== The problem ==
The material below must be restated exactly, line by line.

== Records ==
*****
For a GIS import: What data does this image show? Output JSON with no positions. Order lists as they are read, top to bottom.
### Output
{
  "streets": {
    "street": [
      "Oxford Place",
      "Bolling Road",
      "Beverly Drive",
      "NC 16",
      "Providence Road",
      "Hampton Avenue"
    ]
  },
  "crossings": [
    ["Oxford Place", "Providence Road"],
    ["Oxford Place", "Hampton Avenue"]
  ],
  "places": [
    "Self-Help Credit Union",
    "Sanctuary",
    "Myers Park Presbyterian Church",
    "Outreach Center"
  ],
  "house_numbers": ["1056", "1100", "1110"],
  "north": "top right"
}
*****
== Your response ==
For a GIS import: What data does this image show? Output JSON with no positions. Order lists as they are read, top to bottom.
### Output
{
  "streets": {
    "street": [
      "Oxford Place",
      "Bolling Road",
      "Beverly Drive",
      "NC 16",
      "Providence Road",
      "Hampton Avenue"
    ]
  },
  "crossings": [
    ["Oxford Place", "Providence Road"],
    ["Oxford Place", "Hampton Avenue"]
  ],
  "places": [
    "Self-Help Credit Union",
    "Sanctuary",
    "Myers Park Presbyterian Church",
    "Outreach Center"
  ],
  "house_numbers": ["1056", "1100", "1110"],
  "north": "top right"
}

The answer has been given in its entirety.